There are various challenges of data mining which are as follows −
Efficiency and scalability of data mining algorithms − It can effectively extract data from a large amount of data in databases, the knowledge discovery algorithms should be efficient and scalable to huge databases. Specifically, the running time of a data mining algorithm should be predictable and acceptable in huge databases. Algorithms with exponential or even channel-order polynomial complexity will not be of efficient use.
Usefulness, certainty, and expressiveness of data mining results − The identified knowledge should exactly portray the contents of the database and be beneficial for specific applications. The imperfectness must be defined by measures of uncertainty, in the form of approximate rules or quantitative rules.
Noise and exceptional data must be managed elegantly in data mining systems. This also stimulates a systematic study of measuring the quality of the discovered knowledge, such as interestingness and reliability, by the development of statistical, analytical, and simulative models and tools.
Expression of various kinds of data mining results − Several kinds of knowledge can be discovered from a huge amount of data. It can also like to examine discovered knowledge from multiple views and display them in different forms.
This needed us to define both the data mining requests and the discovered knowledge in high-level languages or graphical user interfaces so that the data mining task can be defined by non-experts and the discovered knowledge can be understandable and precisely available by users. This also needed the discovery system to select expressive knowledge representation techniques.
Interactive mining knowledge at multiple abstraction levels − Because it is complex to predict what exactly can be discovered from a database, a high-level data mining query must be considered as a probe that can disclose some interesting traces for further exploration.
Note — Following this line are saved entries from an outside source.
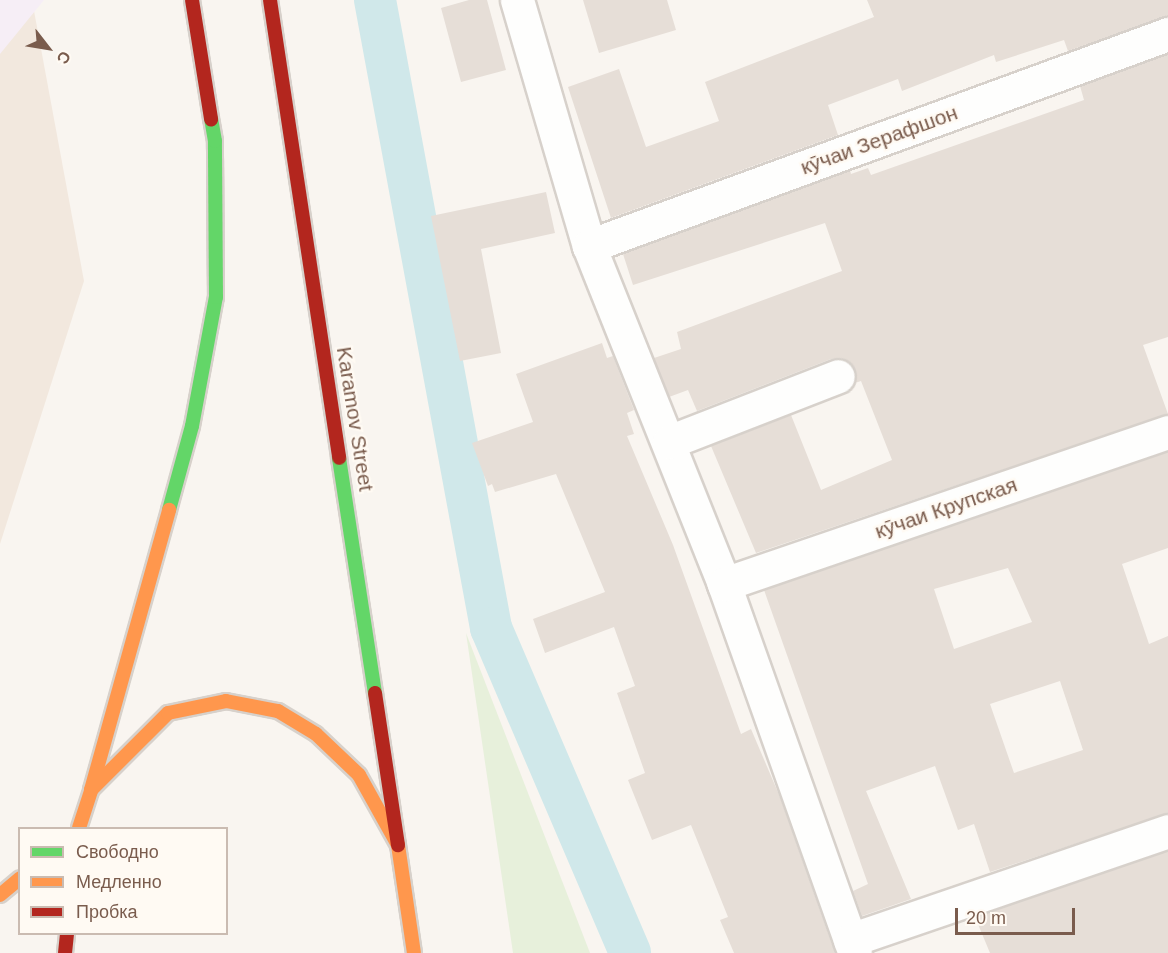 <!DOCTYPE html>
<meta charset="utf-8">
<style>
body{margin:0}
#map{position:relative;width:1168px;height:953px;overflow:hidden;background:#f9f5f0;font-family:Helvetica,sans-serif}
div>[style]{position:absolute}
.residential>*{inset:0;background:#f2e8de}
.education>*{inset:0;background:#f6eef6}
.green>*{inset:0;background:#e7f0db}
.canal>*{height:42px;margin:-21px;padding:0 21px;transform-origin:21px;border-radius:21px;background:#d0e8ea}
.building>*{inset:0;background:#e6ded7}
.roads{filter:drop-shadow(2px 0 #d7d1cb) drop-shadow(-2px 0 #d7d1cb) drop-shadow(0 2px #d7d1cb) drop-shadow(0 -2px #d7d1cb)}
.street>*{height:33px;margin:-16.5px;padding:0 16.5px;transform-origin:16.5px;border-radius:16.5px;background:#fefefd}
.fast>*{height:14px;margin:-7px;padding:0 7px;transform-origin:7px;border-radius:7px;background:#63d668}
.slow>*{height:14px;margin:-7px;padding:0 7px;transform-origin:7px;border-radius:7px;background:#ff974d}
.jam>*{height:14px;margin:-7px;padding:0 7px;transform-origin:7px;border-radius:7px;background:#b3261e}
span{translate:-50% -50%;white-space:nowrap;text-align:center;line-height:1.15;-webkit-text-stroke:4.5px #fffaf3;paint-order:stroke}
.street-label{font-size:21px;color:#7a5c4d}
.legend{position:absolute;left:18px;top:827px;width:210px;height:108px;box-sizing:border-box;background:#fffaf3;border:2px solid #cabbb1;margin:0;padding:8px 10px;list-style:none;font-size:18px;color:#7a5c4d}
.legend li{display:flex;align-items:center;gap:12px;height:30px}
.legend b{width:30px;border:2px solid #cabbb1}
.north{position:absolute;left:18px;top:18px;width:60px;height:60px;-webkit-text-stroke:4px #fffaf3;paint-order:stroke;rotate:121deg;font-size:16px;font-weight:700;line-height:24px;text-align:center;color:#7a5c4d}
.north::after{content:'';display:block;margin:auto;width:21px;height:27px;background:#7a5c4d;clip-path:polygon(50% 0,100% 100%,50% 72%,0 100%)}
.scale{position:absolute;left:955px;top:908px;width:120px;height:27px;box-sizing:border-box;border:3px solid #7a5c4d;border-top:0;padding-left:8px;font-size:18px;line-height:21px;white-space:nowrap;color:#7a5c4d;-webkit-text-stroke:4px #fffaf3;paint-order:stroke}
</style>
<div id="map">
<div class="residential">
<div style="clip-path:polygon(0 0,32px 0,84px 281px,0 544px)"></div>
</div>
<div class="education">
<div style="clip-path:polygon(0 0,44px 0,0 54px)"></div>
</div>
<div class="green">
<div style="clip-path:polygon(466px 633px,590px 953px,513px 953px)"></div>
</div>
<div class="canal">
<div style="left:375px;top:0;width:639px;rotate:79.53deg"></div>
<div style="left:491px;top:628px;width:353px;rotate:66.8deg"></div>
</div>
<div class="building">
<div style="clip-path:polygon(469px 0,487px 0,506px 70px,461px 82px,441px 8px)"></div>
<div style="clip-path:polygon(583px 0,667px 0,676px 30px,599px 53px)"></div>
<div style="clip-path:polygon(867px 0,1168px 0,1168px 16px,1068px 51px,1064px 40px,996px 62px,994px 55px,902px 91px,898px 79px,828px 105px,838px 135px,611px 218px,568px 87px,619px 69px,646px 147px,719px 121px,705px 82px,874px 17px)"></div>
<div style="clip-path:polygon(1168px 54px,1168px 337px,1143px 345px,1168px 414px,756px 553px,711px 446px,791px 415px,821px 490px,892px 460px,861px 381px,855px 383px,855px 369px,841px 358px,831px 359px,697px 411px,688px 390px,669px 397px,654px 358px,681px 349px,677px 332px,842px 271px,825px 223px,633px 285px,623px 254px,850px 170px,851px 174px,868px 168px,871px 175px,1084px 100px,1080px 86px)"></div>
<div style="clip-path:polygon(546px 192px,555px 233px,481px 249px,501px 353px,460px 361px,431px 216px)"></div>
<div style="clip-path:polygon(602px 343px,607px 358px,613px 356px,634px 410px,627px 413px,634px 434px,627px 436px,673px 545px,741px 734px,751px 729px,780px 797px,835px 953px,734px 953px,720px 920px,728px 917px,691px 825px,652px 840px,628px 780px,645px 773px,617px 693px,635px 686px,614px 627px,545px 653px,533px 619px,605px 592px,556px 474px,495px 492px,492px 484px,488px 486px,472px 443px,533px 422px,516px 374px)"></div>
<div style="clip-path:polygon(evenodd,1168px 452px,1168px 548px,1122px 564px,1149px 644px,1168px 636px,1168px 813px,990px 872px,974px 824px,958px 830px,935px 766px,866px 791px,911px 899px,862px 916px,853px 891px,868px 884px,764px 590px,1168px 452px,1008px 568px,1032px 622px,954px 649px,934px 589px,1008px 568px,1168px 452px,1060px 681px,1083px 750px,1014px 773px,990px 704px,1060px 681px)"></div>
<div style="clip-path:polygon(1168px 851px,1168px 953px,990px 953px,975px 917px)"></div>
</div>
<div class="roads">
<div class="street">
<div style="left:517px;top:0;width:256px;rotate:73.7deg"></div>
<div style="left:589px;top:246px;width:364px;rotate:68.2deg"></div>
<div style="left:724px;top:584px;width:392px;rotate:70.5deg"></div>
<div style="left:589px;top:246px;width:617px;rotate:-20.11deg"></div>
<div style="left:669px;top:442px;width:181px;rotate:-21.3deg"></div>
<div style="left:724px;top:584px;width:469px;rotate:-18.9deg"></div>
<div style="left:850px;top:940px;width:336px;rotate:-18.9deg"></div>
</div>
<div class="fast">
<div style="left:339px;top:458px;width:238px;rotate:81.3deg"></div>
<div style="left:169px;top:510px;width:87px;rotate:-74.7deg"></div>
<div style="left:192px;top:426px;width:131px;rotate:-79.5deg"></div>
<div style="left:216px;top:297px;width:156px;rotate:-90.4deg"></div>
<div style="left:215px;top:141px;width:22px;rotate:-100deg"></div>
</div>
<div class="slow">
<div style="left:91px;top:790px;width:291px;rotate:-74.4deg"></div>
<div style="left:79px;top:828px;width:40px;rotate:-72deg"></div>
<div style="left:91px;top:790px;width:109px;rotate:-45deg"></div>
<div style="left:168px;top:713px;width:59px;rotate:-11.7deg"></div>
<div style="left:226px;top:701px;width:53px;rotate:10.9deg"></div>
<div style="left:278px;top:711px;width:44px;rotate:31.2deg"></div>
<div style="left:316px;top:734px;width:59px;rotate:43.6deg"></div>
<div style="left:359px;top:775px;width:80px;rotate:60.9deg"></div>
<div style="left:398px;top:845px;width:109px;rotate:81.6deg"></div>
<div style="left:0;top:895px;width:26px;rotate:-40deg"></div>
</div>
<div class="jam">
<div style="left:192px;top:0;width:121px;rotate:80.9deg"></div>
<div style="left:270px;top:0;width:463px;rotate:81.4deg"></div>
<div style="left:375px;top:693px;width:154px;rotate:81.4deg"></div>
<div style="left:65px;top:953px;width:19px;rotate:-84deg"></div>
</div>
</div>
<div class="street-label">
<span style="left:879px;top:140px;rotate:-20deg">кӯчаи Зерафшон</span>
<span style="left:355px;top:419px;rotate:81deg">Karamov Street</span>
<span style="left:946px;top:508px;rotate:-19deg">кӯчаи Крупская</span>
</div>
<ul class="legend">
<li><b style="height:8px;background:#63d668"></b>Свободно</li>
<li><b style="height:8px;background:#ff974d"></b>Медленно</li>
<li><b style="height:8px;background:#b3261e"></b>Пробка</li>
</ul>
<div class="north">С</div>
<div class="scale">20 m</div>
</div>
Interactive discovery must be encouraged, which enables a user to interactively refine a data mining request, dynamically change data focusing, progressively deepen a data mining process, and flexibly view the information and data mining results at several abstraction levels and from multiple angles.
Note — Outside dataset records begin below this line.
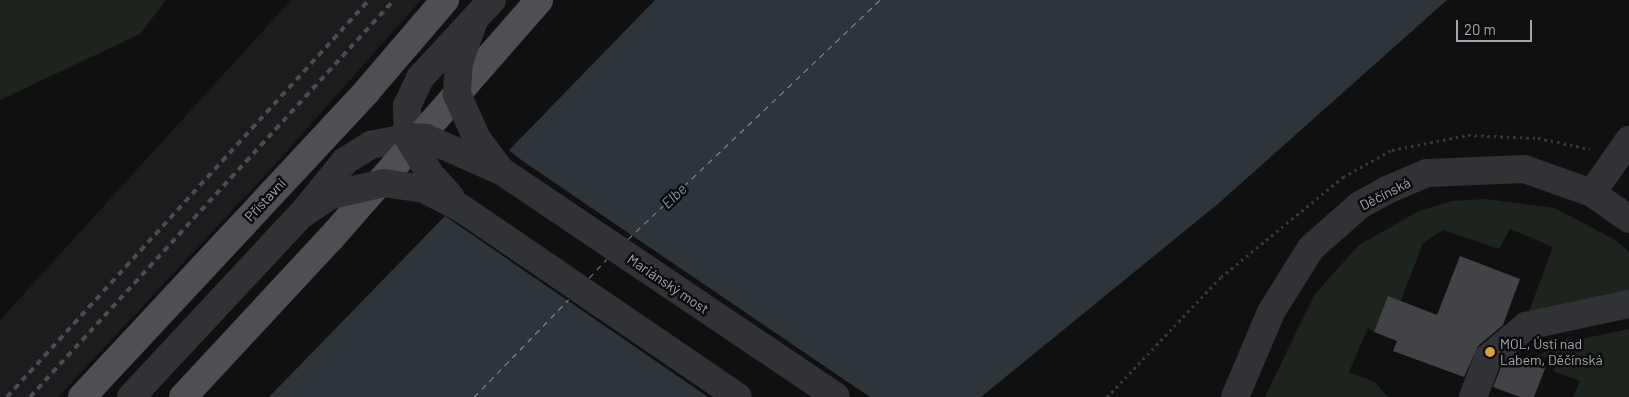 <!DOCTYPE html>
<meta charset="utf-8">
<style>
body{margin:0}
#map{position:relative;width:1629px;height:397px;overflow:hidden;background:#101011;font-family:Barlow,sans-serif}
div>[style]{position:absolute}
.built>*{inset:0;background:#1c1c1e}
.green>*{inset:0;background:#1d231d}
.water>*{inset:0;background:#2d353a}
.pier>*{inset:0;background:#101011}
.ferry>*{height:1px;margin-top:-0.5px;transform-origin:0;background:repeating-linear-gradient(90deg,#7d96a8 0 6px,transparent 0 11px)}
.building>*{inset:0;background:#424346}
.path>*{height:3px;margin-top:-1.5px;transform-origin:0;background:repeating-linear-gradient(90deg,#38393c 0 2.5px,transparent 0 6.5px)}
.minor>*{height:28px;margin:-14px;padding:0 14px;transform-origin:14px;border-radius:14px;background:#313236}
.major>*{height:28px;margin:-14px;padding:0 14px;transform-origin:14px;border-radius:14px;background:#4e4f54}
.rail>*{height:4px;margin-top:-2px;transform-origin:0;background:repeating-linear-gradient(90deg,#4b4c50 0 6px,transparent 0 11px)}
.minor-bridge>*{height:28px;margin:-14px;padding:0 14px;transform-origin:14px;border-radius:14px;background:#313236}
.dots>*{width:14px;height:14px;translate:-50% -50%;box-sizing:border-box;border:2px solid #0b0b0c;border-radius:50%}
span{translate:-50% -50%;white-space:nowrap;text-align:center;line-height:1.15;-webkit-text-stroke:5px #0b0b0c;paint-order:stroke}
.street-label{font-size:14px;color:#a3a8b0}
.poi-label{font-size:14px;color:#a3a8b0}
.left{translate:0 -50%;text-align:left}
.water-label{font-size:15px;color:#7d96a8;font-style:italic}
.scale{position:absolute;left:1456px;top:20px;width:76px;height:22px;box-sizing:border-box;border:2px solid #a3a8b0;border-top:0;padding-left:6px;font-size:15px;line-height:18px;white-space:nowrap;color:#a3a8b0;-webkit-text-stroke:4px #0b0b0c;paint-order:stroke}
</style>
<div id="map">
<div class="built">
<div style="clip-path:polygon(291px 0,421px 0,281px 158px,58px 397px,0 397px,0 320px)"></div>
</div>
<div class="green">
<div style="clip-path:polygon(0 0,166px 0,140px 34px,0 100px)"></div>
<div style="clip-path:polygon(1486px 199px,1555px 208px,1617px 241px,1629px 252px,1629px 290px,1528px 314px,1553px 247px,1510px 229px,1499px 249px,1443px 230px,1423px 243px,1400px 303px,1374px 332px,1368px 328px,1349px 372px,1375px 382px,1388px 397px,1265px 397px,1314px 295px,1359px 245px,1419px 211px,1452px 201px)"></div>
<div style="clip-path:polygon(1629px 329px,1629px 397px,1573px 397px,1580px 381px,1553px 371px,1557px 361px,1539px 356px,1557px 344px)"></div>
</div>
<div class="water">
<div style="clip-path:polygon(655px 0,1447px 0,1219px 203px,981px 397px,269px 397px)"></div>
</div>
<div class="pier">
<div style="clip-path:polygon(506px 148px,524px 162px,870px 397px,708px 397px,442px 214px)"></div>
</div>
<div class="ferry">
<div style="left:628px;top:239px;width:347px;rotate:-43.5deg"></div>
<div style="left:589px;top:278px;width:26px;rotate:-47deg"></div>
<div style="left:474px;top:397px;width:136px;rotate:-45.9deg"></div>
</div>
<div class="building">
<div style="clip-path:polygon(1460px 256px,1520px 279px,1503px 325px,1478px 346px,1464px 377px,1393px 351px,1397px 341px,1374px 332px,1388px 296px,1437px 315px)"></div>
<div style="clip-path:polygon(1516px 355px,1546px 366px,1534px 397px,1520px 397px,1493px 387px,1501px 367px)"></div>
</div>
<div class="path">
<div style="left:1107px;top:397px;width:166px;rotate:-46.5deg"></div>
<div style="left:1221px;top:277px;width:158px;rotate:-39.3deg"></div>
<div style="left:1343px;top:177px;width:56px;rotate:-28.9deg"></div>
<div style="left:1392px;top:150px;width:77px;rotate:-11.2deg"></div>
<div style="left:1468px;top:135px;width:70px;rotate:2.5deg"></div>
<div style="left:1538px;top:138px;width:53px;rotate:11.9deg"></div>
</div>
<div class="minor">
<div style="left:500px;top:170px;width:405px;rotate:34deg"></div>
<div style="left:1592px;top:193px;width:65px;rotate:-55.1deg"></div>
<div style="left:461px;top:208px;width:335px;rotate:34.3deg"></div>
<div style="left:131px;top:397px;width:249px;rotate:-47deg"></div>
<div style="left:301px;top:215px;width:70px;rotate:-50.8deg"></div>
<div style="left:345px;top:161px;width:31px;rotate:-32deg"></div>
<div style="left:371px;top:145px;width:38px;rotate:-12deg"></div>
<div style="left:408px;top:137px;width:31px;rotate:-92deg"></div>
<div style="left:407px;top:106px;width:31px;rotate:-65deg"></div>
<div style="left:420px;top:78px;width:106px;rotate:-47.3deg"></div>
<div style="left:1235px;top:397px;width:92px;rotate:-67deg"></div>
<div style="left:1271px;top:312px;width:75px;rotate:-58deg"></div>
<div style="left:1311px;top:248px;width:65px;rotate:-41.3deg"></div>
<div style="left:1360px;top:205px;width:31px;rotate:-29deg"></div>
<div style="left:1387px;top:190px;width:43px;rotate:-23deg"></div>
<div style="left:1427px;top:173px;width:97px;rotate:-2.4deg"></div>
<div style="left:1524px;top:169px;width:72px;rotate:19.4deg"></div>
<div style="left:1592px;top:193px;width:45px;rotate:35.1deg"></div>
<div style="left:1473px;top:397px;width:42px;rotate:-69deg"></div>
<div style="left:1488px;top:358px;width:50px;rotate:-40.1deg"></div>
<div style="left:1526px;top:326px;width:105px;rotate:-12.1deg"></div>
</div>
<div class="major">
<div style="left:82px;top:397px;width:418px;rotate:-47deg"></div>
<div style="left:367px;top:91px;width:120px;rotate:-49.4deg"></div>
<div style="left:183px;top:397px;width:217px;rotate:-47.1deg"></div>
<div style="left:331px;top:238px;width:316px;rotate:-48.8deg"></div>
</div>
<div class="rail">
<div style="left:7px;top:397px;width:537px;rotate:-47.64deg"></div>
<div style="left:30px;top:397px;width:539px;rotate:-47.48deg"></div>
</div>
<div class="minor-bridge">
<div style="left:473px;top:23px;width:41px;rotate:109.7deg"></div>
<div style="left:459px;top:62px;width:32px;rotate:94deg"></div>
<div style="left:457px;top:94px;width:49px;rotate:66deg"></div>
<div style="left:477px;top:139px;width:39px;rotate:53deg"></div>
<div style="left:408px;top:137px;width:18px;rotate:3deg"></div>
<div style="left:426px;top:138px;width:80px;rotate:23.7deg"></div>
<div style="left:408px;top:137px;width:43px;rotate:59.3deg"></div>
<div style="left:430px;top:174px;width:31px;rotate:48deg"></div>
<div style="left:301px;top:215px;width:36px;rotate:-34deg"></div>
<div style="left:331px;top:195px;width:54px;rotate:-12.8deg"></div>
<div style="left:384px;top:183px;width:40px;rotate:8.5deg"></div>
<div style="left:424px;top:189px;width:42px;rotate:27.2deg"></div>
</div>
<div class="dots">
<div style="left:1490px;top:352px;background:#da9e3f"></div>
</div>
<div class="street-label">
<span style="left:1385px;top:194px;rotate:-27deg">Děčínská</span>
<span style="left:265px;top:200px;rotate:-47deg">Přístavní</span>
<span style="left:668px;top:284px;rotate:34deg">Mariánský most</span>
</div>
<div class="poi-label">
<span class="left" style="left:1500px;top:352px">MOL, Ústí nad<br>Labem, Děčínská</span>
</div>
<div class="water-label">
<span style="left:674px;top:196px;rotate:-44deg">Elbe</span>
</div>
<div class="scale">20 m</div>
</div>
Mining information from different sources of data − The broadly available local and wide-area computer network, such as the Internet, and can connect various sources of data and form huge distributed, heterogeneous databases. Mining knowledge from multiple sources of formatted or unformatted information with diverse data semantics poses a new requirement to data mining.
Otherwise, data mining can help disclose the high-level data regularities in heterogeneous databases which can barely be discovered by simple query systems. Furthermore, the huge size of the database, the broad distribution of data, and the computational complexity of several data mining methods motivate the advancement of parallel and distributed data mining algorithms.